Go through the listing below and list every line with "Vittorio".

*** Opening Supplied entries ***

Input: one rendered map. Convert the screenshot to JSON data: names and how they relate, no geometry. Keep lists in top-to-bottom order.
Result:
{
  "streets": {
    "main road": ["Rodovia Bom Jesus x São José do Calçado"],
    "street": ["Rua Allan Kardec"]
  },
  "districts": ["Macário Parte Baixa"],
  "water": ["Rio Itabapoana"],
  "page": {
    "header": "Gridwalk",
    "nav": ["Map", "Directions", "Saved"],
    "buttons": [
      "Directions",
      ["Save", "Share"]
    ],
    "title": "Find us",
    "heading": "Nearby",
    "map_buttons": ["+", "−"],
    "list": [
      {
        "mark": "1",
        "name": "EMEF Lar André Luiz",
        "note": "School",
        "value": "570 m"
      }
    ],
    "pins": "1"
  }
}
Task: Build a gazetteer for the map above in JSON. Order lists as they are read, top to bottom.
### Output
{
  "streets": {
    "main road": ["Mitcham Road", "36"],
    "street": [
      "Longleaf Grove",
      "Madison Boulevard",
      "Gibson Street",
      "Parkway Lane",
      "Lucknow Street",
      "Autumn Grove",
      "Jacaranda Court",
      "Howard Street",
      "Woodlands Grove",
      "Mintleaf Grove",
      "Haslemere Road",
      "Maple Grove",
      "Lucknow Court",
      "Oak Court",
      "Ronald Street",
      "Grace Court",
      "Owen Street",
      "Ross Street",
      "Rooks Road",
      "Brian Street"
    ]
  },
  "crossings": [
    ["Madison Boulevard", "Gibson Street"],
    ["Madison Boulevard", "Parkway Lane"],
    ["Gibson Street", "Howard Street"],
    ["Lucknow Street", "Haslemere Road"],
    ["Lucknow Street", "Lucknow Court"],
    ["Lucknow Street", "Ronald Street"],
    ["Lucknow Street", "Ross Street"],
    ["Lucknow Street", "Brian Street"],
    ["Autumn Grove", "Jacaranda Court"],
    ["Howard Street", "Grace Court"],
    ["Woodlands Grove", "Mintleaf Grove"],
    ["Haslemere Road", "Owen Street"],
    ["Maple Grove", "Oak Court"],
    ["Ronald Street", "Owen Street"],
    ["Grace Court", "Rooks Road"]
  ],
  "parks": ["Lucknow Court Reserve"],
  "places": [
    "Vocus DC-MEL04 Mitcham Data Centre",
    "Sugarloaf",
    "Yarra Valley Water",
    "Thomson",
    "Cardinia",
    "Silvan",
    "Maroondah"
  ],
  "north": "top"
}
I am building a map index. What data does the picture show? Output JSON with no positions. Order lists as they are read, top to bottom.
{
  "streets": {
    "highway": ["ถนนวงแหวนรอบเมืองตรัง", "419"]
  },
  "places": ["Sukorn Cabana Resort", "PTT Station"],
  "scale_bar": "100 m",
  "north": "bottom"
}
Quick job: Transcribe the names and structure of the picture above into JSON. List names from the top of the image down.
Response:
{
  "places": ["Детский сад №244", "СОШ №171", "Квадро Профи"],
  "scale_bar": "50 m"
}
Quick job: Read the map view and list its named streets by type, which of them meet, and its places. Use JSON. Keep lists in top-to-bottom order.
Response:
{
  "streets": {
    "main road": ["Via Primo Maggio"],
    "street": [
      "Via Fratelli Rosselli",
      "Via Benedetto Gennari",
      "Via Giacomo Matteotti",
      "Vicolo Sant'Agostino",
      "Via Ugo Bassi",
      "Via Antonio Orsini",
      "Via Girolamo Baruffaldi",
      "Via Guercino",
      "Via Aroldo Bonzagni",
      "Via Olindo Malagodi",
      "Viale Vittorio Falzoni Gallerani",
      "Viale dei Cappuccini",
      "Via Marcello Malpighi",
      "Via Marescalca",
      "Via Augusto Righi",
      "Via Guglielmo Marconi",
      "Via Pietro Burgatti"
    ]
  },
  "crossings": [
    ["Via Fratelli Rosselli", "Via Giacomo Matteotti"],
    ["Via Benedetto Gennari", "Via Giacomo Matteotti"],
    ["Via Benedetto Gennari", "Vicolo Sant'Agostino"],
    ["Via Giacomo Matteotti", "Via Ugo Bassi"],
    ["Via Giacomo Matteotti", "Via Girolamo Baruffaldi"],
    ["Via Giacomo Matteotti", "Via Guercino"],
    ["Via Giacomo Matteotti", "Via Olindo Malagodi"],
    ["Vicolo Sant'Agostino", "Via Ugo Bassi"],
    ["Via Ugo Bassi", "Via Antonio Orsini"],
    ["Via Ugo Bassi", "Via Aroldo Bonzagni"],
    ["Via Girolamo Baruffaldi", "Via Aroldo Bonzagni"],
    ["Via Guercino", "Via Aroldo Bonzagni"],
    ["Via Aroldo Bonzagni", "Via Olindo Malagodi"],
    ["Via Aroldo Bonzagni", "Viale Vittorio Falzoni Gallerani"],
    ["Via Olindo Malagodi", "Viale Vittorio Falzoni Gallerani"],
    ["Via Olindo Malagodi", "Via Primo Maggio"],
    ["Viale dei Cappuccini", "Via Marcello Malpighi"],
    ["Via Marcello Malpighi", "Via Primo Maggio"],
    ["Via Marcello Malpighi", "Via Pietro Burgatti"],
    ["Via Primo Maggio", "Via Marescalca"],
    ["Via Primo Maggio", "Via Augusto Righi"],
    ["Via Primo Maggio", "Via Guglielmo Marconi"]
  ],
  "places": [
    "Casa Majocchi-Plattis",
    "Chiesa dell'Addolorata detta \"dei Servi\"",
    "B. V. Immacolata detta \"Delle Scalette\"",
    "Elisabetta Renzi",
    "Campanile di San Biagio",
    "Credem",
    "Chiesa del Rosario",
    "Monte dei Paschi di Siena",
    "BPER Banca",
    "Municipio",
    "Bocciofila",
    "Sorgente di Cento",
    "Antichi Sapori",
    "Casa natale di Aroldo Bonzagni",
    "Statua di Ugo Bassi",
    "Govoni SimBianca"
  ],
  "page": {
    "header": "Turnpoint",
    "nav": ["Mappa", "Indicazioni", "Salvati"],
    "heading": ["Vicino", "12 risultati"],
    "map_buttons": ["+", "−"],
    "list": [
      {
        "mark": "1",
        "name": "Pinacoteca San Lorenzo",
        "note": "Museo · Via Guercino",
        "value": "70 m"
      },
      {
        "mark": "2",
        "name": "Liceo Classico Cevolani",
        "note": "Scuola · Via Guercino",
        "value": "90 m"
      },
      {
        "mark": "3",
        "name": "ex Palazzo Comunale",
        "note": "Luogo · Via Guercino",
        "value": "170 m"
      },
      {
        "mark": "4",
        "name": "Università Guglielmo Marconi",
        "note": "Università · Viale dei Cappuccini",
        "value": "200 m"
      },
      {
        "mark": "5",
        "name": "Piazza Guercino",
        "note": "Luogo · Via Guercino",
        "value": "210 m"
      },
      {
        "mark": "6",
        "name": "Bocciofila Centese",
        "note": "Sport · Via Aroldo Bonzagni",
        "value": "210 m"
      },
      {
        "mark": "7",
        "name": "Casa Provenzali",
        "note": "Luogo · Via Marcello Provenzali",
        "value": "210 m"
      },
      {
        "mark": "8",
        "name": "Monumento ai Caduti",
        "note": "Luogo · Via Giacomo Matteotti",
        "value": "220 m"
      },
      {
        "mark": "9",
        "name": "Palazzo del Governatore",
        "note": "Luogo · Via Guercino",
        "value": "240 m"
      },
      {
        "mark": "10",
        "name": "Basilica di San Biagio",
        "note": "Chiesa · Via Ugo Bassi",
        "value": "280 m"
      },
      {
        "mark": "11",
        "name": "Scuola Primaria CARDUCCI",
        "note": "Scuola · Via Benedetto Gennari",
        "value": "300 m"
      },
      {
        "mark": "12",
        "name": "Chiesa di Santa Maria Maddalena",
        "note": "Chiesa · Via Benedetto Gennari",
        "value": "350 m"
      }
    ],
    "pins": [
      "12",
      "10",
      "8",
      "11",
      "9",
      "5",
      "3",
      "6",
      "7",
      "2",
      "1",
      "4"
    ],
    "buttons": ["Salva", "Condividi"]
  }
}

*** Closing Supplied entries ***

**Finished task:**
      "Viale Vittorio Falzoni Gallerani",
    ["Via Aroldo Bonzagni", "Viale Vittorio Falzoni Gallerani"],
    ["Via Olindo Malagodi", "Viale Vittorio Falzoni Gallerani"],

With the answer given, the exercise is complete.